Solving Grandma’s puzzle with a little algorithmic help
My family celebrated my grandma’s 88th birthday a couple weekends ago. She, however, was prepared to give out gifts to everyone else. Knowing what my family enjoys doing, she mail ordered (from a catalogue, yes) a puzzle for us all to solve. It’s called the Grecian Computer puzzle. Unfortunately, I can’t find any reliable background on it. Barnes and Noble claims it was inspired by an astronomical tool found in an old Grecian shipwreck. I think it’s just a puzzle someone came up with. However skeptical I am of its origins, the puzzle is hard, very hard. My sister, dad, and I took turns trying to solve it and none of us made any progress. Not that we’re numerical geniuses, but collectively we were stumped.
To help you picture what we were up against, here is what the puzzle looks like:
Each of the concentric circles rotates, and the goal is to turn these dials until each of the 12 columns add up to 42.
The dials aren’t purely concentric — some of the spaces are “blank”, revealing the number on the dial below.
After turning the dials for a while without success, I took out a piece of paper and started writing out numbers. It took me a moment before realizing how to write them out: each dial being a “layer” and represented as a matrix. I could leave a cell empty to represent a hole in a dial. Here’s one of my notes:
This started to make sense in my head and I noticed a couple patterns, but nothing meaningful enough to help solve the puzzle. I thought, Well since these are really just matrices, could we write an algorithm to solve this?
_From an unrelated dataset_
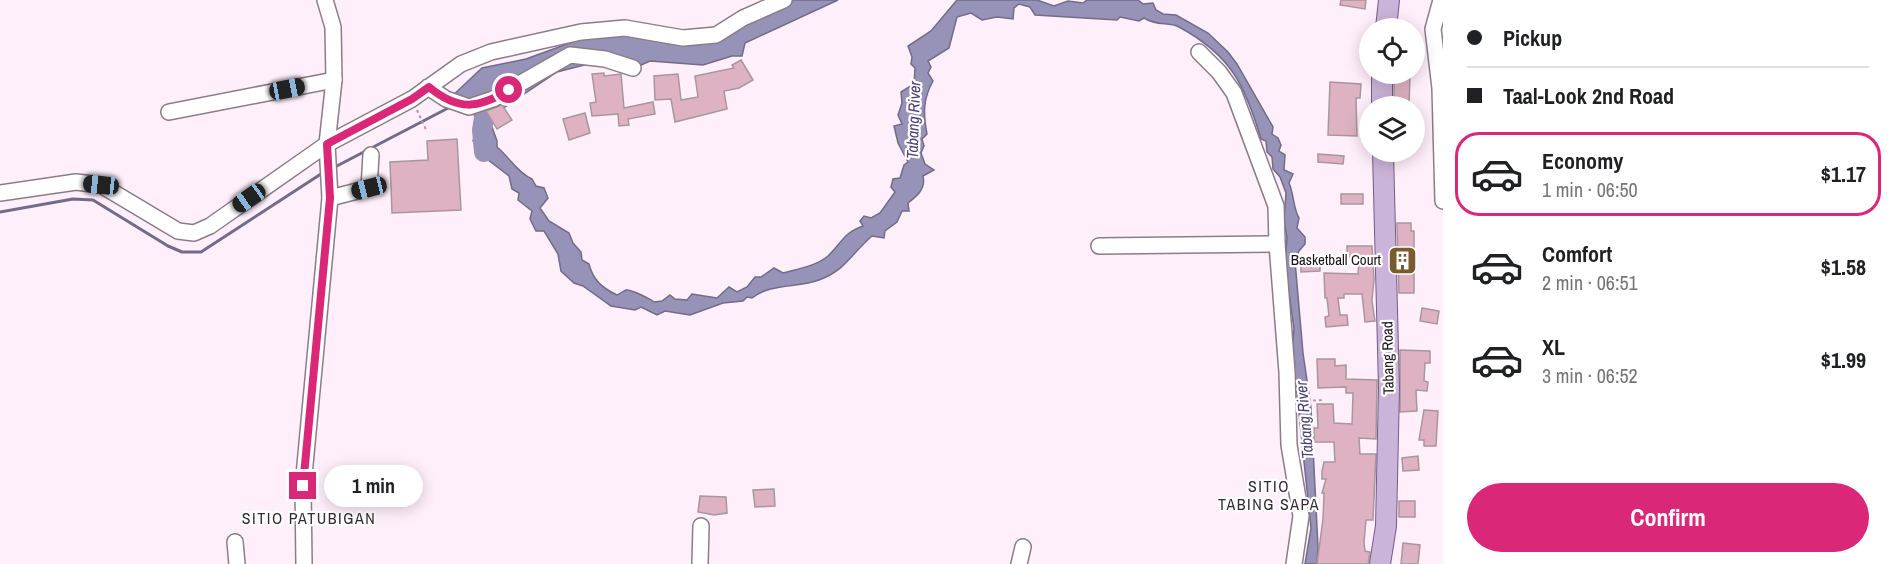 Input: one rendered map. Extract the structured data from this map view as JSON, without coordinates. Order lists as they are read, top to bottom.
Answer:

Let me first get it out of the way that yes, I solved the puzzle. Yes, I did it using a computer. No, I have no idea how to solve the puzzle without the computer’s brute force. Puzzles are for meant to be fun, and reveling in Algorithm Land is my version of fun.
That made clear, I’m sure the reader is most interested in the computational solution. Without further delay, I first will describe the solution, then my progress and learnings.
I represented our puzzle as a 3-dimensional tensor. A tensor is a generalization of a scalar, a vector, or a matrix. A scalar is a 0-dimensional tensor, a vector 1-dimensional, and a matrix 2-dimensional. The puzzle has 5 dials, with 4 rows of numbers, and 12 columns. Naturally then, this is a tensor with shape 5x4x12.
The solution is given to us: all columns must sum to 42. Mathematically, we can represent this solution as a vector of length 12, each value equal to 42.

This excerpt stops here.